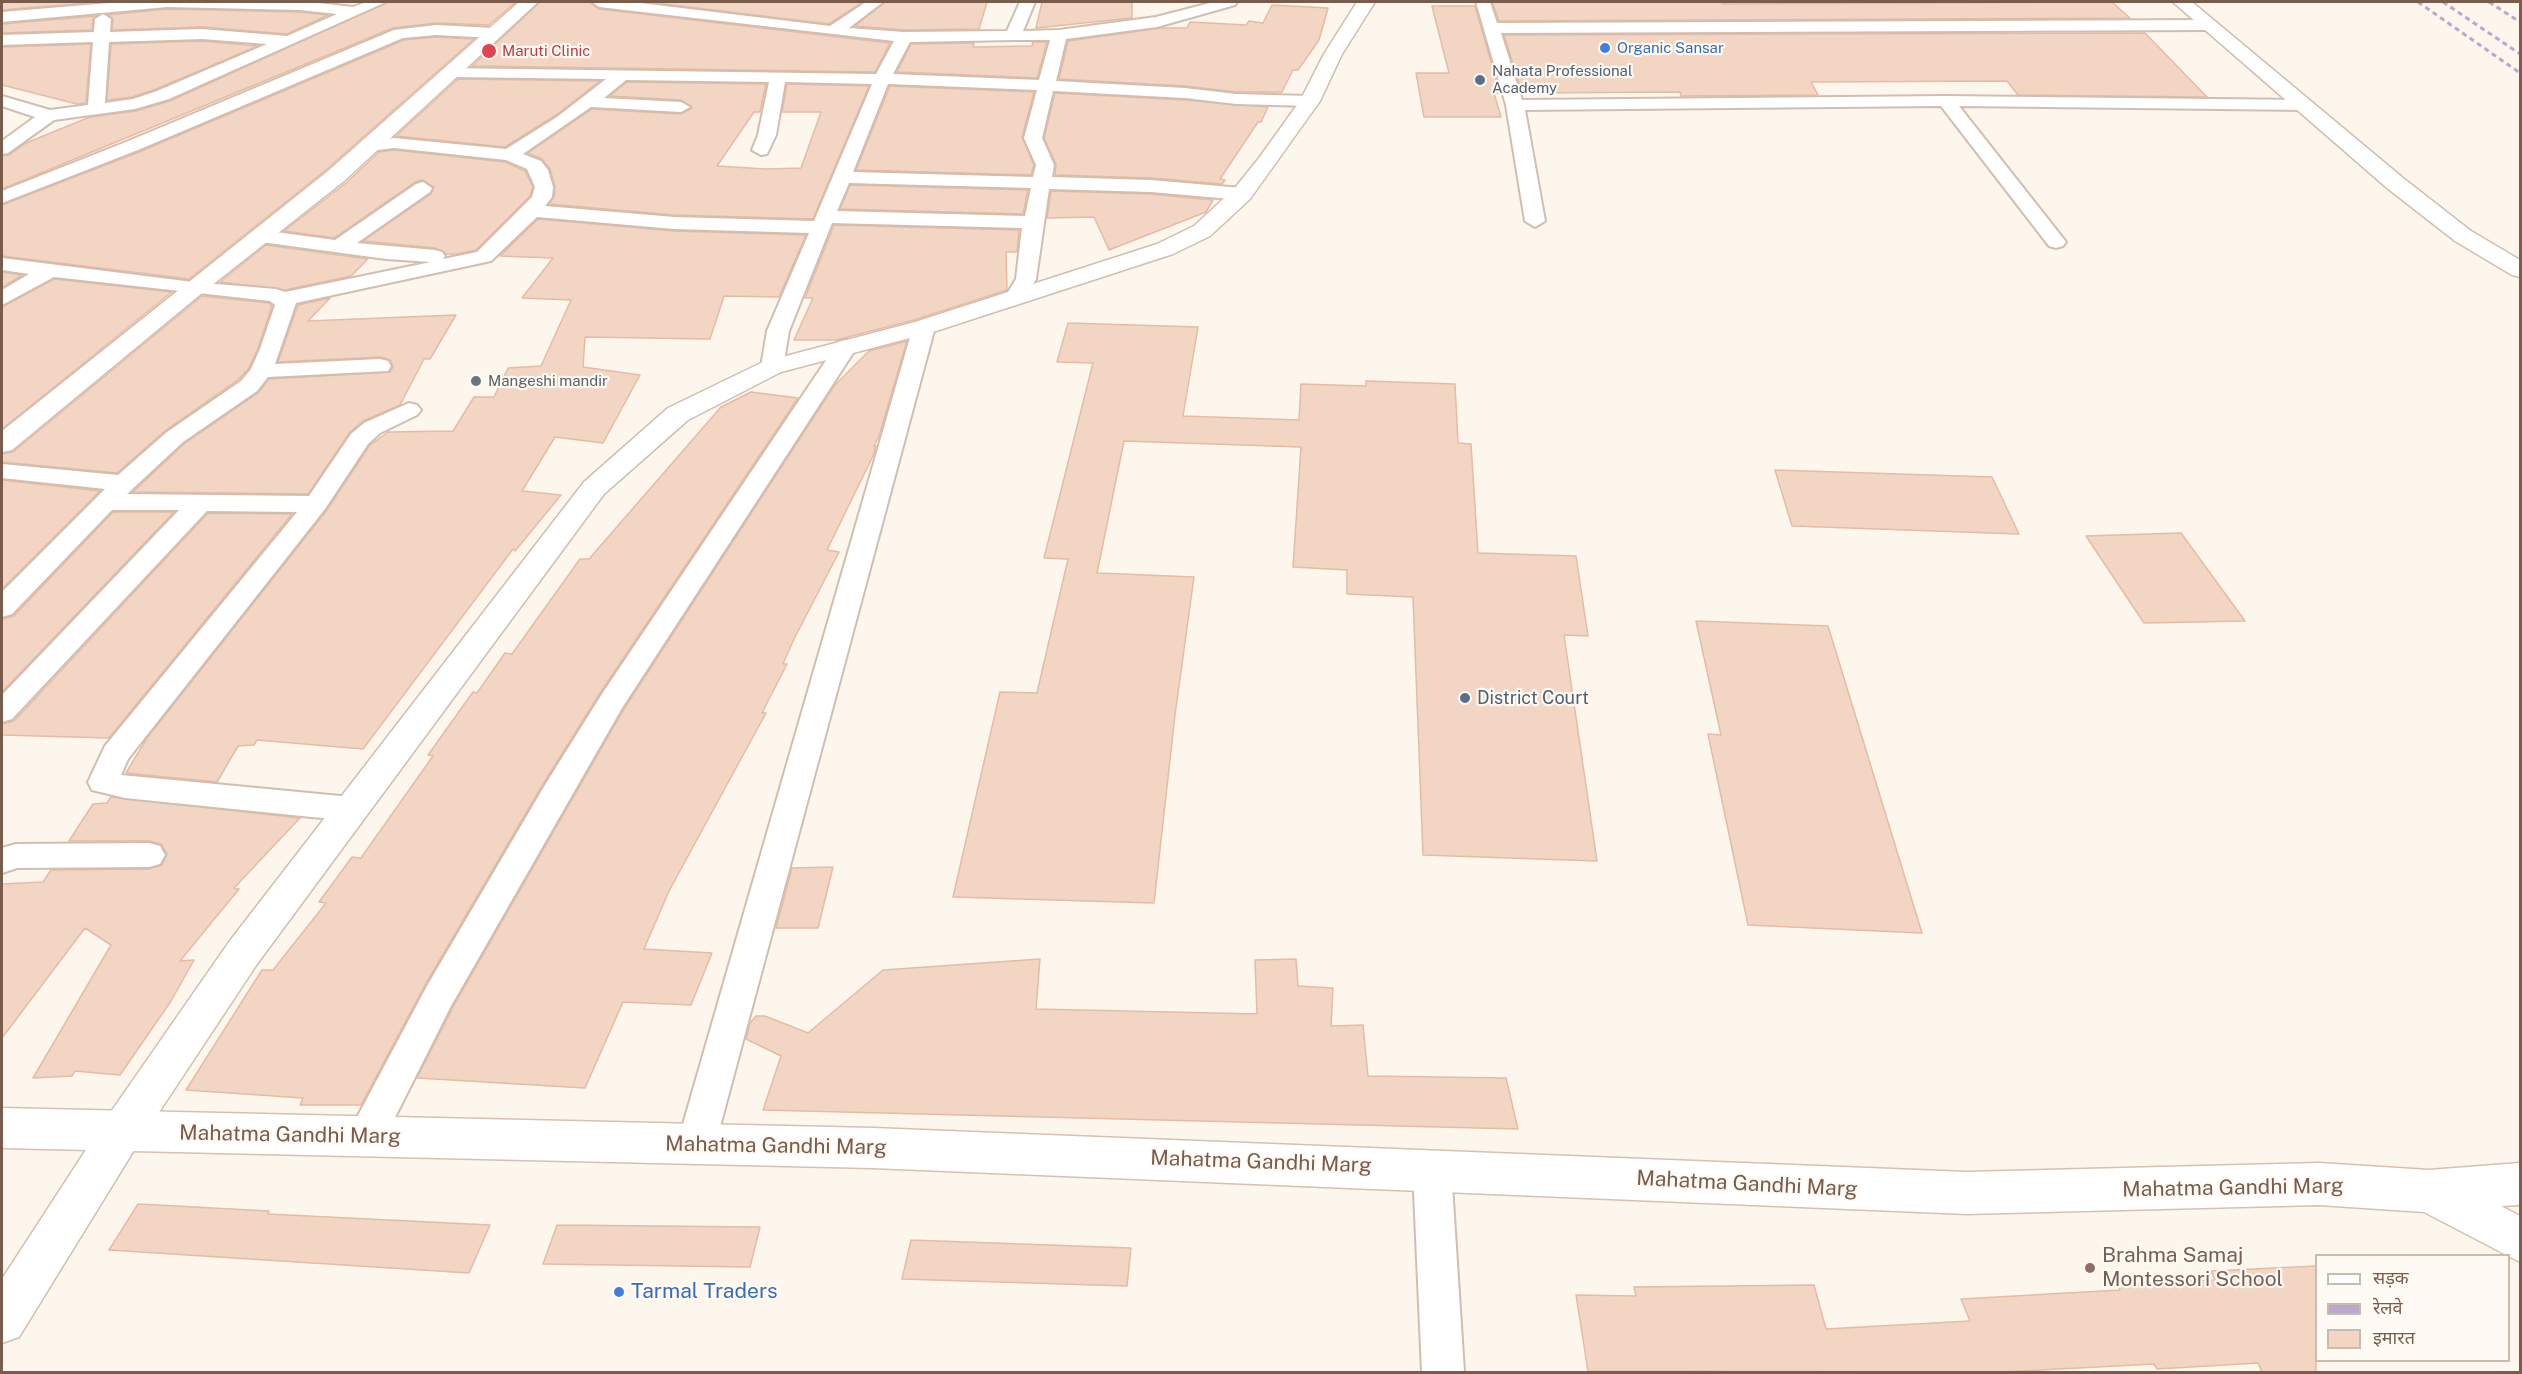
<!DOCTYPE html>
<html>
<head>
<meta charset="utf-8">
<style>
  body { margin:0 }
  #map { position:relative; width:2522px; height:1374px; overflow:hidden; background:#fdf6ec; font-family:"Public Sans","Noto Sans Devanagari",sans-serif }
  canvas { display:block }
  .frame { position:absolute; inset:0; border:3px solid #7a5c4d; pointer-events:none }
  .legend { position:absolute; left:2315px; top:1254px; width:195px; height:108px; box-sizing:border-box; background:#fffaf3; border:2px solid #cabbb1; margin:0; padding:8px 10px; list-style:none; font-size:18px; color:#7a5c4d }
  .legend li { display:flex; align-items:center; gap:12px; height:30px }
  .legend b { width:30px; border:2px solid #cabbb1 }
</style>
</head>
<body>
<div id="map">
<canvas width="2522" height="1374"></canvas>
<div class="frame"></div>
<ul class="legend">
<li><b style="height:8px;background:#fff"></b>सड़क</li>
<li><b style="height:8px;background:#b9a8c9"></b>रेलवे</li>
<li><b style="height:16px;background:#f3d5c3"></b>इमारत</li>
</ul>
</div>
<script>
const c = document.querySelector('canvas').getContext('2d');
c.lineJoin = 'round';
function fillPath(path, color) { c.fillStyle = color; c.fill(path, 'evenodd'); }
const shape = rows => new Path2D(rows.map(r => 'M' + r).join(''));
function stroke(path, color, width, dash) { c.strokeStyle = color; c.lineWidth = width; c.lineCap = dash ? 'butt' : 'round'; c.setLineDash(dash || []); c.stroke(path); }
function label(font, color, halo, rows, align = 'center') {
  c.font = font + ' "Public Sans",sans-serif'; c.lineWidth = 4.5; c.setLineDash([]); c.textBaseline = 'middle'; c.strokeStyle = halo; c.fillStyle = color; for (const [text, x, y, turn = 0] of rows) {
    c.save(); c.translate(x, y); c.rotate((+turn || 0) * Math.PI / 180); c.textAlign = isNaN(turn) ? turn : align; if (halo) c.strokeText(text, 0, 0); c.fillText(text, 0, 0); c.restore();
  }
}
const building = shape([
  [2,2,100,2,2,10,2,2],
  [388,2,516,2,489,25,436,23,393,28,2,189,2,156,9,155,26,143,90,117,136,111,170,101,388,2],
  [540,2,590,2,599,9,890,43,875,72,472,66,540,2],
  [647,2,863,2,829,24,647,2],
  [885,2,987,2,979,29,904,30,855,26,885,2],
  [1042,2,1132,2,1132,18,1036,28,1042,2],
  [1492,2,1721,2,1722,4,2112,2,2130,18,1499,21,1492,2],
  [1272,5,1328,8,1319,40,1298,70,1293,70,1282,92,1236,92,1185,86,1059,79,1068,41,1161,28,1187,28,1190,22,1246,25,1249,21,1263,23,1272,5],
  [1432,6,1475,6,1500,93,1494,93,1501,117,1424,117,1416,73,1449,73,1432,6],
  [167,9,300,12,328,15,287,34,202,27,112,30,113,19,108,15,167,9],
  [96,16,93,19,92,30,2,33,2,24,96,16],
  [2145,33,2207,97,2018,95,2007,81,1811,82,1818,95,1681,96,1680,92,1522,93,1504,35,2145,33],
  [436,37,474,39,327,169,189,279,2,256,2,205,139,152,404,40,436,37],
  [202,41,258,46,156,89,132,97,107,100,111,44,202,41],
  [1033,42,1047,42,1037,78,897,72,911,44,974,43,973,47,1032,46,1033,42],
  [91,44,86,103,77,104,2,85,2,47,91,44],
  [458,79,600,81,556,115,505,147,396,136,458,79],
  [627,82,766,84,760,112,754,112,717,166,766,169,801,168,821,112,782,112,787,84,869,86,813,219,674,215,549,204,554,197,555,187,550,169,542,159,528,153,592,109,681,114,692,108,681,100,610,96,627,82],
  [890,86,1034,92,1022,137,1034,165,1031,175,856,170,890,86],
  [1055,93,1185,100,1268,107,1261,122,1258,122,1220,179,1225,180,1222,184,1151,178,1055,175,1056,164,1044,138,1055,93],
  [394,150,505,162,525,171,533,187,530,196,476,250,456,254,446,254,435,248,363,241,431,194,434,187,422,180,415,182,334,238,284,231,346,183,379,152,394,150],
  [850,185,1028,190,1023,214,840,209,850,185],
  [1051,191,1151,194,1213,200,1206,212,1109,250,1094,217,1047,218,1051,191],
  [538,219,674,231,806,235,779,297,724,296,710,339,585,337,583,367,640,375,603,443,555,437,522,491,561,495,515,551,513,549,363,749,257,740,254,745,238,746,217,782,126,773,147,738,327,510,370,445,388,432,453,431,474,397,494,397,508,368,541,366,571,300,522,298,553,258,500,256,538,219],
  [834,225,1019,230,1017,252,1006,252,1007,290,914,320,836,340,794,340,813,298,805,298,834,225],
  [266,245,368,259,351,276,285,290,220,282,266,245],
  [2,272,22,275,2,288,2,272],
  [54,279,172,292,2,429,2,307,54,279],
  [202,296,269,303,272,306,258,348,249,368,239,379,166,430,117,473,2,462,2,454,13,452,202,296],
  [330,298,308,321,456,315,430,359,424,359,400,405,363,421,350,432,308,494,133,492,184,444,258,393,269,379,390,372,393,367,390,360,381,357,278,362,298,305,330,298],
  [1068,323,1198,327,1183,416,1299,420,1301,384,1366,386,1366,381,1455,384,1458,443,1471,444,1478,553,1576,556,1588,636,1564,635,1597,861,1423,855,1413,597,1347,594,1347,570,1293,567,1301,447,1124,441,1097,573,1194,577,1175,715,1154,903,953,897,1000,692,1037,693,1068,559,1044,558,1093,363,1057,362,1068,323],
  [907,341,879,436,874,446,876,446,873,456,827,550,839,552,794,639,783,664,787,664,762,713,766,713,669,891,644,949,712,953,691,1005,623,1002,585,1088,417,1078,453,1007,624,709,834,386,869,351,907,341],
  [751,392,798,398,600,693,543,784,425,985,361,1105,300,1105,303,1098,186,1090,262,970,273,970,326,903,319,902,352,857,361,858,433,756,428,755,473,692,477,693,505,653,512,654,580,559,589,559,721,407,751,392],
  [1775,470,1992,477,2019,534,1792,526,1775,470],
  [2,480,100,491,2,589,2,480],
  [113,512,174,512,2,692,2,619,14,616,113,512],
  [208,513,292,514,109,738,2,735,2,724,14,721,208,513],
  [2181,533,2245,621,2144,623,2086,536,2181,533],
  [1696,621,1828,626,1922,933,1748,925,1708,734,1721,735,1696,621],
  [111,797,300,818,234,888,239,889,180,961,194,960,171,1001,120,1075,75,1071,72,1076,33,1078,111,945,85,928,2,1038,2,884,43,882,51,870,149,869,162,865,167,854,161,844,150,841,69,841,93,804,107,803,111,797],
  [833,867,818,928,776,928,792,868,833,867],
  [1040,959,1036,1009,1257,1014,1255,960,1296,959,1298,986,1333,988,1331,1026,1363,1025,1368,1076,1506,1078,1518,1129,763,1110,781,1056,746,1039,750,1023,756,1016,765,1016,808,1033,883,970,1040,959],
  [138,1204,269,1211,268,1214,490,1225,469,1273,109,1250,138,1204],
  [557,1225,760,1227,750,1267,543,1264,557,1225],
  [911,1240,1131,1248,1127,1286,902,1279,911,1240],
  [2316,1266,2316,1372,2262,1372,2258,1363,2157,1369,2154,1364,2003,1372,1588,1371,1576,1295,1636,1296,1634,1287,1814,1285,1826,1329,1970,1321,1961,1299,2120,1290,2118,1285,2215,1280,2211,1271,2316,1266]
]);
fillPath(building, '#f3d5c3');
stroke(building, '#e6bba3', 1.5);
const minor = shape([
  [121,2,309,2,353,7,366,2,386,2,169,99,135,109,54,120,8,153,2,154,2,141,35,117,2,106,2,96,50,110,88,105,93,42,2,45,2,35,94,32,95,19,103,14,111,19,110,32,202,29,287,36,337,14,300,10,167,7,2,22,2,12,121,2],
  [202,39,267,44,157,91,133,99,105,103,109,42,202,39],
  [592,2,632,2,830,26,866,2,883,2,849,28,904,32,1007,31,1020,2,1035,2,1023,31,1059,30,1156,17,1214,2,1237,2,1235,5,1157,27,1066,39,1056,81,1185,88,1236,94,1310,96,1319,101,1310,106,1236,104,1185,98,1053,91,1042,138,1054,165,1052,177,1151,180,1242,188,1252,194,1242,200,1151,192,1049,189,1036,279,1023,301,1016,303,1009,301,1005,297,1016,279,1022,228,832,223,789,331,783,367,780,372,772,374,764,372,761,367,767,331,809,233,674,229,537,217,491,261,296,303,275,364,380,359,388,361,391,366,388,371,268,377,257,391,183,442,127,494,309,496,351,434,364,423,409,403,417,405,421,410,417,415,380,433,368,444,325,509,128,759,121,775,351,797,362,801,366,809,362,817,351,821,125,798,92,790,88,782,105,746,297,512,207,511,12,719,2,722,2,695,179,510,112,510,12,614,2,617,2,592,105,489,2,478,2,464,118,475,167,432,241,381,251,369,260,349,275,305,270,301,54,277,2,305,2,290,29,274,2,270,2,258,193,282,276,289,285,292,431,262,386,259,261,242,254,240,251,236,254,232,261,230,335,240,416,184,423,182,432,188,430,192,357,243,435,250,442,252,445,256,443,259,477,252,532,197,535,187,527,169,506,160,394,148,370,151,361,146,364,142,394,138,506,149,557,117,606,79,452,77,444,72,446,68,876,74,894,41,599,7,592,2],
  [1015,40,1050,40,1039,80,893,74,910,42,1015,40],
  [626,80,769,82,758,135,752,150,761,155,767,154,776,135,785,82,872,84,814,221,674,217,545,206,552,197,553,187,548,170,541,161,523,154,591,107,681,112,690,107,681,102,604,98,626,80],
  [888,84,1037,90,1024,138,1036,165,1033,177,853,172,888,84],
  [849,183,1031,188,1025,216,837,211,849,183],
  [1476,2,1490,2,1497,23,2209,20,2217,25,2209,30,1501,33,1522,100,1946,96,2304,100,2313,105,2304,110,1959,106,2066,242,2063,246,2056,248,2049,246,1941,106,1525,110,1545,221,1535,227,1525,221,1506,105,1476,2],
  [436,25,494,28,502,33,494,38,436,35,403,38,138,150,2,203,2,191,126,142,394,30,436,25],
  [924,321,932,322,935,327,715,1145,709,1157,696,1162,683,1157,677,1145,913,327,916,322,924,321],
  [846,340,854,342,857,347,622,708,451,1006,380,1147,367,1152,354,1147,348,1135,354,1123,427,986,545,785,602,694,835,347,838,342,846,340],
  [149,843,160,846,165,855,160,864,149,867,17,868,2,873,2,848,16,844,149,843],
  [1432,1151,1445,1157,1451,1169,1464,1372,1422,1372,1413,1169,1419,1157,1432,1151]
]);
const tertiary = shape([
  [519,2,538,2,344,181,202,293,12,450,2,452,2,431,328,171,519,2],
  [1357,2,1375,2,1342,54,1320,101,1250,199,1210,236,1173,254,933,332,781,372,688,420,604,494,257,964,136,1147,19,1337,2,1343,2,1279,106,1119,229,942,584,482,668,408,763,362,915,322,1157,244,1194,226,1234,189,1259,158,1300,101,1324,54,1357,2],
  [2173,2,2192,2,2403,178,2471,231,2520,260,2520,277,2512,275,2455,241,2387,188,2173,2]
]);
const secondary = shape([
  [2,1108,873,1128,1967,1172,2319,1163,2429,1170,2520,1163,2520,1205,2501,1206,2520,1216,2520,1262,2424,1212,2319,1205,1967,1214,873,1168,2,1148,2,1108]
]);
stroke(minor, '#d1beb0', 4);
stroke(tertiary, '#d1beb0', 3);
stroke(secondary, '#d6c0b0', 3);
fillPath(minor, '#fff');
fillPath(tertiary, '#fff');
fillPath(secondary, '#fff');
stroke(shape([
  [2418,2,2520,73],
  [2443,2,2520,54],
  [2489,2,2520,22]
]), '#b9a8c9', 3, [5, 4]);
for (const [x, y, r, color] of [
  [1605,48,6,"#3f7fe0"],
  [489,51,8,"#e0444e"],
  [1480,80,6,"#5c6f8a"],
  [476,381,6,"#6b7280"],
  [1465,698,6,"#5c6f8a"],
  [2090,1268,6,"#8d6e63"],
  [619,1292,6,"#3f7fe0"]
]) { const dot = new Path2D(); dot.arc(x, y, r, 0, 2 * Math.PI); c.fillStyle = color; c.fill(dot); stroke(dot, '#fffaf3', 2); }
label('15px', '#366cbe', '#fffaf3', [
  ["Organic Sansar",1617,48]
], 'left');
label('15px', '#be3a42', '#fffaf3', [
  ["Maruti Clinic",502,51]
], 'left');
label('15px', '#4e5e75', '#fffaf3', [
  ["Nahata Professional",1492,71],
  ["Academy",1492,88]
], 'left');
label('15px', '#5b616d', '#fffaf3', [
  ["Mangeshi mandir",488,381]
], 'left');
label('18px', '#4e5e75', '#fffaf3', [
  ["District Court",1477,698]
], 'left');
label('21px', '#7a5c4d', '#fffaf3', [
  ["Mahatma Gandhi Marg",290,1135,1],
  ["Mahatma Gandhi Marg",776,1146,1],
  ["Mahatma Gandhi Marg",1261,1162,2],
  ["Mahatma Gandhi Marg",1747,1184,3],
  ["Mahatma Gandhi Marg",2233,1188,-1]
]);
label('21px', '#785e54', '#fffaf3', [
  ["Brahma Samaj",2102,1256],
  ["Montessori School",2102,1280]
], 'left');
label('21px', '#366cbe', '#fffaf3', [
  ["Tarmal Traders",631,1292]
], 'left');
</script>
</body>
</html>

_ _ _ _ _

▶ **Work required**:
Show each line of the data that contains the string "align".

▶ **Problem solution**:
  .legend li { display:flex; align-items:center; gap:12px; height:30px }
function label(font, color, halo, rows, align = 'center') {
    c.save(); c.translate(x, y); c.rotate((+turn || 0) * Math.PI / 180); c.textAlign = isNaN(turn) ? turn : align; if (halo) c.strokeText(text, 0, 0); c.fillText(text, 0, 0); c.restore();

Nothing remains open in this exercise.